The Supreme Court has upheld the Madras High Court order of restricting input tax refunds for services used by industries facing inverted duty structure under the goods and services tax (GST) regime. The order may affect cash flow of pharma, fertiliser, footwear and textile industries.
In this connection, the apex court quashed the Gujarat high court judgement.
The two lower courts had earlier given contradictory judgements.
While the Madras high court had upheld the Rule 89 (5) inserted by the government under the CGST Act on restricting such input tax refunds as valid. It was contrary to Gujarat high court order which had struck down the rule.
Inverted duty structure means that companies face higher GST rates on raw materials than on finished goods. While the GST Council has addressed the issue of inverted duty structure for many industries including telecom, it still persists for textiles, footwear, pharma and fertilizer industries.

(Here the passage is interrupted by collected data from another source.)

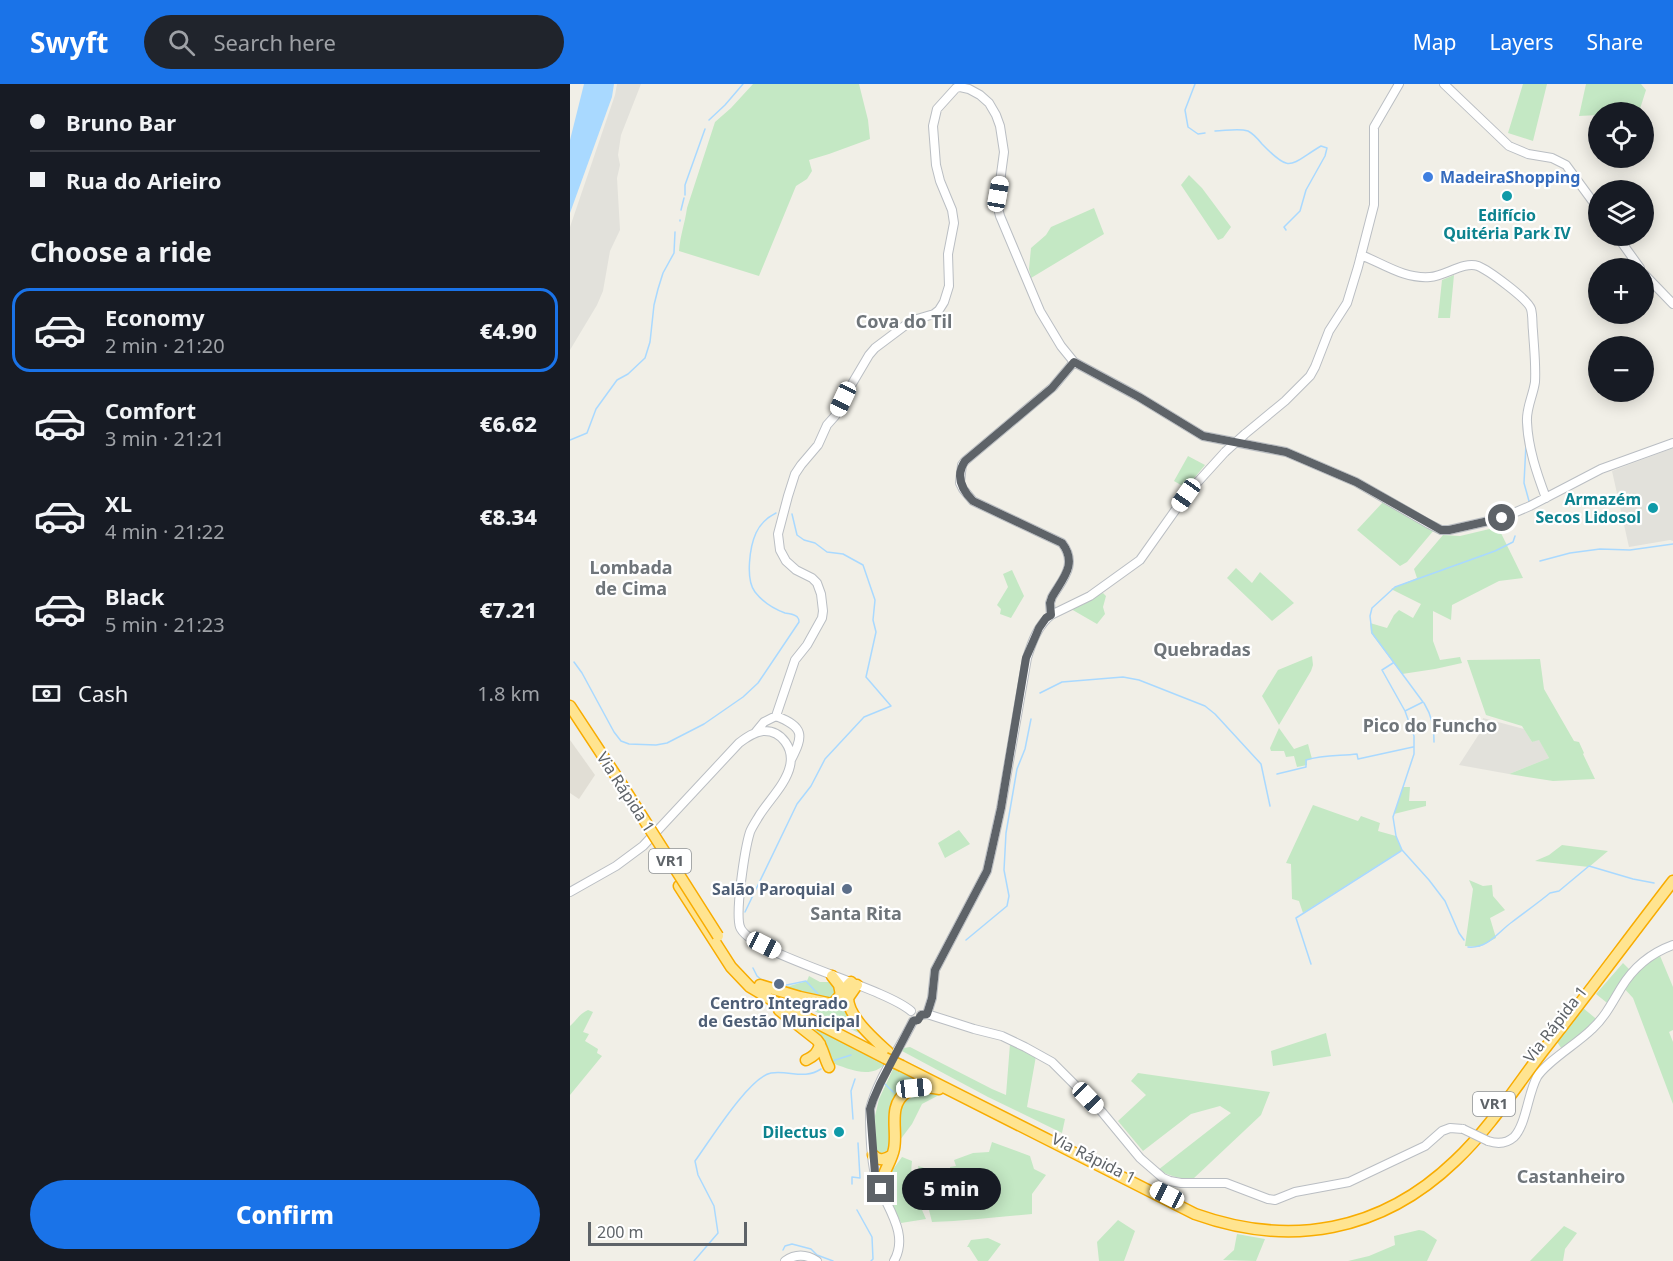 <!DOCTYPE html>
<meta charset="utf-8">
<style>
:root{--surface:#171b24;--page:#20242c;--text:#f1f3f6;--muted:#9ea1a6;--line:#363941;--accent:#1a73e8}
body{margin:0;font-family:"Noto Sans",sans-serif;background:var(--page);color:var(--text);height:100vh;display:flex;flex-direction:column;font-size:22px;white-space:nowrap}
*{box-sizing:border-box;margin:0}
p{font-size:20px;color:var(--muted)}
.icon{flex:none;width:33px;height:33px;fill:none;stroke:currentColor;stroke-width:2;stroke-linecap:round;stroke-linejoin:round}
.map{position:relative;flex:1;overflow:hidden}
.panel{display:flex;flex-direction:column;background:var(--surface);width:570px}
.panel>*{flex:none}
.guide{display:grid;align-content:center;height:132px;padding:0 30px;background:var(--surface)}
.controls{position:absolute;left:1018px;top:18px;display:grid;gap:12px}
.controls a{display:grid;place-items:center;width:66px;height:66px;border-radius:50%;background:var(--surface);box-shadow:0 3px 15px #0003;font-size:30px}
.scale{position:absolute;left:18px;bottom:15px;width:159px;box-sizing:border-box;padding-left:6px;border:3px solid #5e6368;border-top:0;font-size:16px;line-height:21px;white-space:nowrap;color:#5e6368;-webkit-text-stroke:4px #fff;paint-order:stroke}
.end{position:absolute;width:27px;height:27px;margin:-14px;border:8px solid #5e6368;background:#fff;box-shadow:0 0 0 3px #fff}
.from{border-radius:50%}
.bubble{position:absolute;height:42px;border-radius:21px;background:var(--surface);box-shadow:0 3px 15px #0003;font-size:20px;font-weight:800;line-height:42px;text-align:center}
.car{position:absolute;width:18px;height:36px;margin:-18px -9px;border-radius:8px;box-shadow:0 0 4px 2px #0007;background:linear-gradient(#fff 24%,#345 0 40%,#fff 0 76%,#345 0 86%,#fff 0)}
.guide b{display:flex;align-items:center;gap:21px;height:57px;font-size:22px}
.guide b+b{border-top:2px solid var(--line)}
.guide i{width:15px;height:15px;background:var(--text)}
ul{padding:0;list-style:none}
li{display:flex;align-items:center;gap:18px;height:84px;margin:0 12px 9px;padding:0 18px;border:3px solid transparent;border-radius:18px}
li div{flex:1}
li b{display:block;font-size:22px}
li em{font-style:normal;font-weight:800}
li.current{border-color:var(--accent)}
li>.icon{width:54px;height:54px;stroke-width:1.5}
h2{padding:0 30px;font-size:27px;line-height:72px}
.pay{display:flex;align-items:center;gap:15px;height:66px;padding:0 30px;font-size:22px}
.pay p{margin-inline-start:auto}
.button{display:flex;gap:12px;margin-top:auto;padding:12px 30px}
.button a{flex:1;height:69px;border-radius:36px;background:var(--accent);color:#fff;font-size:24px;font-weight:800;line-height:69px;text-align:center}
header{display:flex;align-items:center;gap:36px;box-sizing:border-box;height:84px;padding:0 30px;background:var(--accent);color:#fff}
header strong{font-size:28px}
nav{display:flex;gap:33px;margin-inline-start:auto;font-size:21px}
.search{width:420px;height:54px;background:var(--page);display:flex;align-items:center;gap:15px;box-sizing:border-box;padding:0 21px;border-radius:33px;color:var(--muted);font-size:22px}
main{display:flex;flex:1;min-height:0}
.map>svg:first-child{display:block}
</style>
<header>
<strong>Swyft</strong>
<div class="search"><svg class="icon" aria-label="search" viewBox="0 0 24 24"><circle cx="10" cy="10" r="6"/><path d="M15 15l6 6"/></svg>Search here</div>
<nav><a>Map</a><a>Layers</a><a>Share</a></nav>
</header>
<main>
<section class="panel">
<div class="guide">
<b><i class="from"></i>Bruno Bar</b>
<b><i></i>Rua do Arieiro</b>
</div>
<h2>Choose a ride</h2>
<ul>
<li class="current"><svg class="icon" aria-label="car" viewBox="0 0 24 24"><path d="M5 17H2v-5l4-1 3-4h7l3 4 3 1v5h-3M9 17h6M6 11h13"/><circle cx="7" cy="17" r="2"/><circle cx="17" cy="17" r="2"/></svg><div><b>Economy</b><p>2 min · 21:20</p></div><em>€4.90</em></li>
<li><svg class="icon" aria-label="car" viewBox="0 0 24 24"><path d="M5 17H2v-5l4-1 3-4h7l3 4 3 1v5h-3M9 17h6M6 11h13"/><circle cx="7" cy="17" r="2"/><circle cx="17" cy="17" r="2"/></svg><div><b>Comfort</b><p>3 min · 21:21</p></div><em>€6.62</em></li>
<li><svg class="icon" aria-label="car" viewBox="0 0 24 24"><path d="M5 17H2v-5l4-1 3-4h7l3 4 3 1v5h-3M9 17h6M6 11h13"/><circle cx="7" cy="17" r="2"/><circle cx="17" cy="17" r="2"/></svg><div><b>XL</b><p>4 min · 21:22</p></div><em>€8.34</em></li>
<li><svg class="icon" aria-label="car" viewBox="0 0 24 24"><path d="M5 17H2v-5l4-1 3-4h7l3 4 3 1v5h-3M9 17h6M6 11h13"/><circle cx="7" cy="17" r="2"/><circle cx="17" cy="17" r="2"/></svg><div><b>Black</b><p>5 min · 21:23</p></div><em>€7.21</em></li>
</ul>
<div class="pay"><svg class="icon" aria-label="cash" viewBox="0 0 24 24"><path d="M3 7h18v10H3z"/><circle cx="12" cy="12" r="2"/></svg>Cash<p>1.8 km</p></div>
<div class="button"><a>Confirm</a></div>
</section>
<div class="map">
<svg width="1103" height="1177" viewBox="0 0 1103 1177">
<rect width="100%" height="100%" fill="#f1efe7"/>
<path fill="#e2e1db" d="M47,0H71L51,51L48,71L50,81L47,94L50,146L40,167L33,207L27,221L0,266V143L45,11Z
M1103,364V457L1100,456L1059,463L1042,387Z
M913,634L954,645L962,658L969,655L979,674L939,690L889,681L911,647Z"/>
<path fill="#e1ded5" d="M0,656L25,691L9,715L0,709Z"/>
<path fill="#c4e8c4" d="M183,0H289L298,36L300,55L259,70L239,76L242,87L237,95L226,102L189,192L109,167C110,152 115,139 117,124L145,38L161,24Z
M953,0H977L963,57L938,49Z
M1016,0H1071L1076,6L1069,28H1029V31L1009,32Z
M619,91L632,104L661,143L653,154L648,156L611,101Z
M524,124L534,150L461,194L459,185L461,164L476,151L481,143Z
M884,191L880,234H868L872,196Z
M618,372L635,381L616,404L604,397Z
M814,417L864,446L837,478L830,482L787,446Z
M928,443L953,494L929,497L882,521L881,536L863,527V557L870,576L890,573L892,579L865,585L832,590L801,549L800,539L817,544L824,531L829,526L843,534L851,520L821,505L847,494L844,485L873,451L890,452Z
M666,484L682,499L690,488L724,519L702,537L657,494Z
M442,486L454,512L441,534L430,530L431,525L427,521L438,503L433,490Z
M533,509L536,512L533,523L535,530L527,540L501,525Z
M742,572L743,581L741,587L709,641L692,612L708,586Z
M970,575L974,605L1004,657L1009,658L1014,669L1013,670L1025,695L983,697L939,690L979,674L969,656L962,658L952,642L916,631L897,576Z
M709,644L724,665L738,660L742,675L737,676V681L727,683L724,672L716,673L714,667H701L700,664Z
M833,703H840L839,717H856V722L824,730Z
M743,721L788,737L791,732L810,739L808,747L826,752L832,766L733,829L729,817L722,815L721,780L716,779Z
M389,746L400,760L375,774L368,759Z
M992,761L1038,767L1019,783L965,777L979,771Z
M899,796L913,802L922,801L923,812L935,826L920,834L926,854L909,863L895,862L903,805Z
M1088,867L1103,903V946L1099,948L1103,958V1020L1063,914L1052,902L1041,922L1026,910L1053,879L1062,888Z
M239,892L250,898H262L268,911L259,915L205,903H216L237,897Z
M279,907L295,952L222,916L268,920L273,917Z
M212,924L315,980C300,996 277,984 259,978L256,970Z
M1013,924L1030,938L994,968L987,958Z
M18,926L23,928L13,948L19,950L15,957L28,965L27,969L32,972L0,1011V942C8,935 8,931 18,926Z
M756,949L761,972L703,982L701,967Z
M440,960L466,972L457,1023L495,1035L492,1049L418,1013L332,967L334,964L340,963L422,1005L436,1011Z
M324,983L351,997C337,1000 328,1005 323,1019L322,1061C318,1066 313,1071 307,1068L306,1064L305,1032L309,1015Z
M568,989L700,1008L691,1031L623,1095C610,1095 600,1092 588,1086L661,1029L650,1022L621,1030L573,1067L548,1037L576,1011L561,997Z
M350,1005L371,1010L352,1020L342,1040L330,1056V1023L335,1014Z
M422,1058L460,1072L464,1085L476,1091L462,1110V1130C428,1133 396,1137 362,1138L348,1082C359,1085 370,1093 381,1094L380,1083L386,1082L384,1076L403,1069L419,1068Z
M332,1073L342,1077C339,1100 347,1114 356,1135L331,1139L313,1102L321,1082L324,1084Z
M548,1136L565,1147L554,1177H529L527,1158Z
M994,1142L1007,1149L995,1165L993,1177H960Z
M849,1146L854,1147L867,1156L857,1177H778L799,1172L825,1161L824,1152Z
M667,1150L695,1155L686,1177L653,1176L664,1166Z
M418,1154L431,1160L418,1177H408L399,1163H397L401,1156Z"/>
<path fill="#a9d9ff" d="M14,0H44L42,13L0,129V56Z"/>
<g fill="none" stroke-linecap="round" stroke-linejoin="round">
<path stroke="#a9d9ff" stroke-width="1.5" d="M625,0L615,26L618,43L628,50L635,49
M139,36L155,21L173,0
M645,47C655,47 668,44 678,47C684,50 688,55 692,60C721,90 719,81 751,62L757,64L755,72L736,106L730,127L714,143L716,146
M115,111V101L135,45
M111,126L114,114
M110,136V137
M0,356L17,349L26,325L47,296L58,290L75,274L80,258L84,221L88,205L93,189L104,169L105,148
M956,360L954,399L959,417
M970,477L1000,469L1030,465L1060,466L1103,460
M4,578L12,589L44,648L51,657L59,660L86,661L97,659L134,640L173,613L188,599L229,538C229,537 229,535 228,534C226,530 219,530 215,529C204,525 192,517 185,508C175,495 180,462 186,449C190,440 198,433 206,429
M823,579L812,586L835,627L844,652V670L823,733L826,752L832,766L859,796L875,817L889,849L894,856
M470,609L492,598L553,593L569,596L635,622L645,630L691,680L700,722
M854,619C862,632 864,643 864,658
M835,627L853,618L802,549L800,532L802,524L825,503L925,467L943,458L945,452
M707,690L736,683V676C753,671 770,672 787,670L788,675L843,663
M175,828L227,720L241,702L255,675L294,633L321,622L296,593L306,548L303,536L305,516L293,481L273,470L257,468L245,459L234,456L227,451L222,430
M396,856L437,822L439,812L434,786L436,749L447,685L455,665L461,635
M898,863C918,865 928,848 942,838C955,828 968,819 980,809L989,807L1019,782L1063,795L1084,799
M741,880L726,834L831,767
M183,884L187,892L193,897
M212,902L236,897L248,910
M262,977L281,971
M315,1000L323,1008
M283,1035L281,1007L285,995
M282,1100V1093L290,1094L288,1059
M287,1126L302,1153L303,1175L301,1177
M213,1166L215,1162L222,1160L241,1165L247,1171L263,1177
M124,1177L148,1149L144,1122L128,1091L125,1077C139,1058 179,993 201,989C219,986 234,996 251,985"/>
<g stroke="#babec3" stroke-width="10">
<path id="secondary" d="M874,0L939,62L958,70L982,74L996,81L1029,126
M1047,152L1070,184
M791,171C814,180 834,195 860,193C875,192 894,177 908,182C918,186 958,215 961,225C963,232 962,240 963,247C964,264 966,281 965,298C963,312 956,324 957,338C958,364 967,390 976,414
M1074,190L1103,220
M675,350L715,317L740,292L745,283L759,247L777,219L788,183L804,121V43L829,0
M481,531L480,519L482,513C493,495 508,480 492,459L403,417L393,405L390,399L391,389L392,381L395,377L483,303L504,278
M206,632L225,576L237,561L252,534L253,527L251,510L247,499L242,494L226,486L216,477L210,466L208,450L218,412L225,390L231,381L248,361L257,341L265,332L273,315L299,271L305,264L337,240L347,235L364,230L369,226L374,218L379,202L378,170L384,139L382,126L370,97L366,81L363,42L367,25L386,4L390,3L399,5L410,11L419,19L426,31L430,42L434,68L427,120L430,132L470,227L491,262L504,278L569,313L633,352L716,368L786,398L859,440L871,446H879L932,434L960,422L1031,385L1103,359
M185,649L194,638L206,632C234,643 234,651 221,676
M0,808L46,782L73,762L169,659C177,653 184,648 193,647C212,646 224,665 220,682C216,700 199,716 189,732C186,737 182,743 180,748C175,764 165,828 170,843C180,870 312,902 341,927
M357,930L362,914L365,886L417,787L431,724L457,574C462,558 468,541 481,531L520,512L570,476L616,411L655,368
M351,931L357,930L404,945L432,952L455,963L482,978L532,1028L570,1074L593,1094L600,1097L611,1099H656L698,1115L705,1116L725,1108L779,1098L855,1062L872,1047L880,1044L893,1045
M918,1057C927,1060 936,1060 944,1053C956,1041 958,1009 967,993C977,977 1007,960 1022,945C1035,933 1042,919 1051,904C1063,884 1081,869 1103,861
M215,1177C225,1170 236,1170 247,1177
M324,1177C341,1147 312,1119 305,1090C301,1074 300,1042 300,1025C308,994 329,966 343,937"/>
</g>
<g stroke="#f8ac00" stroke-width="13">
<path id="highway" d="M0,622L52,701
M109,802L161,883L180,903L202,916L315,974
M262,892L269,901L271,911
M190,901L230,913L262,920C270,914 273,905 281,898
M287,901L278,914C278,933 305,956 318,968
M209,926L247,956C253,963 254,974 259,983
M236,976C244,972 248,969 250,960
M332,982L625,1130C720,1164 811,1148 885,1077C919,1045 945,1004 973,967C1017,911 1059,854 1103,797
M303,1071C309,1077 315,1076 322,1071
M311,1105C311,1089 321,1080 324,1065C328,1046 317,1021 337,1008C347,1002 357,1002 369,1005"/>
</g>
<use href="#secondary" stroke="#fff" stroke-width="8"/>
<use href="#highway" stroke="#ffe490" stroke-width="10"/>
<g stroke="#babec3" stroke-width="10" stroke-linecap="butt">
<path id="secondary-bridge" d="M655,368L675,350
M893,1045L918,1057"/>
</g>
<g stroke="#f8ac00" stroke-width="13" stroke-linecap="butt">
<path id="highway-bridge" d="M52,701L148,852
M315,974L332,982"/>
</g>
<use href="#secondary-bridge" stroke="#fff" stroke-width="8"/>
<use href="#highway-bridge" stroke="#ffe490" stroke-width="10"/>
</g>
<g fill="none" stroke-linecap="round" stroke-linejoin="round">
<path stroke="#5e6368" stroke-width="8" d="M311,1105L305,1090L300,1025L303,1016L310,1000L343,937L348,936L351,931L357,930L362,914L365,886L417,787L431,724L456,574L469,544L476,534L481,531L480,519L482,513C493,494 508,480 492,459L403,417C392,406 385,392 395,377L482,304L504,278L569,313L633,352L716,368L786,398L871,446H879L932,434"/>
</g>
<circle fill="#3f7fe0" stroke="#fff" stroke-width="2" cx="858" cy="93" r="6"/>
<g fill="#0f9aa8" stroke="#fff" stroke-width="2">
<circle cx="937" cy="112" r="6"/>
<circle cx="1083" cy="424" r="6"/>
<circle cx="269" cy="1048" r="6"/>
</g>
<g fill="#5c6f8a" stroke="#fff" stroke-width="2">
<circle cx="277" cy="805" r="6"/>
<circle cx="209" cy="900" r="6"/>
</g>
<g text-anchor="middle" stroke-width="4.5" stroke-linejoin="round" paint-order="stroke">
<g fill="#fff" stroke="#8e9295" stroke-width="1.5">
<rect x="79" y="765" width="42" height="24" rx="4.5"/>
<rect x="903" y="1008" width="42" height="24" rx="4.5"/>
</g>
<g font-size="15" font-weight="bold" fill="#5e6368">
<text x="100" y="782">VR1</text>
<text x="924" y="1025">VR1</text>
</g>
<g font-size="16" font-weight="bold" fill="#366cbe" stroke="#fff" text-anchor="start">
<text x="870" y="99">MadeiraShopping</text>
</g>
<g font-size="16" font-weight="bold" fill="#0d838f" stroke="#fff" text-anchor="end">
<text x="937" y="137" text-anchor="middle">Edifício<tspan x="937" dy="18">Quitéria Park IV</tspan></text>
<text x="1071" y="421">Armazém<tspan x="1071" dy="18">Secos Lidosol</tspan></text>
<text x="257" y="1054">Dilectus</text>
</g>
<g font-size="16" fill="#5e6368" stroke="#fff">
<text transform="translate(56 708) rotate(57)" y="6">Via Rápida 1</text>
<text transform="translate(985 940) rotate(-52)" y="6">Via Rápida 1</text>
<text transform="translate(524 1074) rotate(27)" y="6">Via Rápida 1</text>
</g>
<g font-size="16" font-weight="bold" fill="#4e5e75" stroke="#fff" text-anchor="end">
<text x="265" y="811">Salão Paroquial</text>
<text x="209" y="925" text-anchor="middle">Centro Integrado<tspan x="209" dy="18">de Gestão Municipal</tspan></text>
</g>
<g font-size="18" font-weight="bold" fill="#6f757a" stroke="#fff">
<text x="334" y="244">Cova do Til</text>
<text x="61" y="490">Lombada<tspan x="61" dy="21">de Cima</tspan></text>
<text x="632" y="572">Quebradas</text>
<text x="860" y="648">Pico do Funcho</text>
<text x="286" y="836">Santa Rita</text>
<text x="1001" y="1099">Castanheiro</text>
</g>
</g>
</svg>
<div class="controls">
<a><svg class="icon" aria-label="locate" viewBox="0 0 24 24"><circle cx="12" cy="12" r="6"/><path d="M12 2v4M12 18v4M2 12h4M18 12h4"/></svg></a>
<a><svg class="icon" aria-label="layers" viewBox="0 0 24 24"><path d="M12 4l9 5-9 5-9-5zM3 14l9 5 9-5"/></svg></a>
<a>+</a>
<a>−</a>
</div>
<div class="scale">200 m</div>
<i class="end from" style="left:932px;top:434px"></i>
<i class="end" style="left:311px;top:1105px"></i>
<div class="bubble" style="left:332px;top:1084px;width:99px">5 min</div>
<i class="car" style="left:428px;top:110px;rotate:10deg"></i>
<i class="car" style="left:273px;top:315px;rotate:205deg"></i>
<i class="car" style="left:616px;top:411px;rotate:215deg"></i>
<i class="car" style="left:194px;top:861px;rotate:117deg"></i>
<i class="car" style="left:344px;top:1004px;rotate:84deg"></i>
<i class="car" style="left:518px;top:1014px;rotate:136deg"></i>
<i class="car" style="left:597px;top:1111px;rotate:297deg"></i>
</div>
</main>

The government had brought in the rule in 2018 by amending an earlier one that allowed all kinds of credits, regardless of whether the taxes were paid on goods or on services.
While finding anomalies in a formula for computing input tax refunds given in the rule, the supreme court refrained from reading it down but asked the GST Council to reconsider it, pointed out Abhishek Jain, tax partner EY.
"The industry players would hope that the government would reconsider the anomalies and recraft the formula in a better manner," he said.
Jain said the apex court has removed the doubts that arose after the contradictory views by the high courts of Madras and Gujarat. Parag Mehta, partner, NA Shah Associates, however, said with the supreme court judgement, the impacted industries will have a scenario with substantial amounts blocked in input tax and no possibility of refund leading to working capital issues.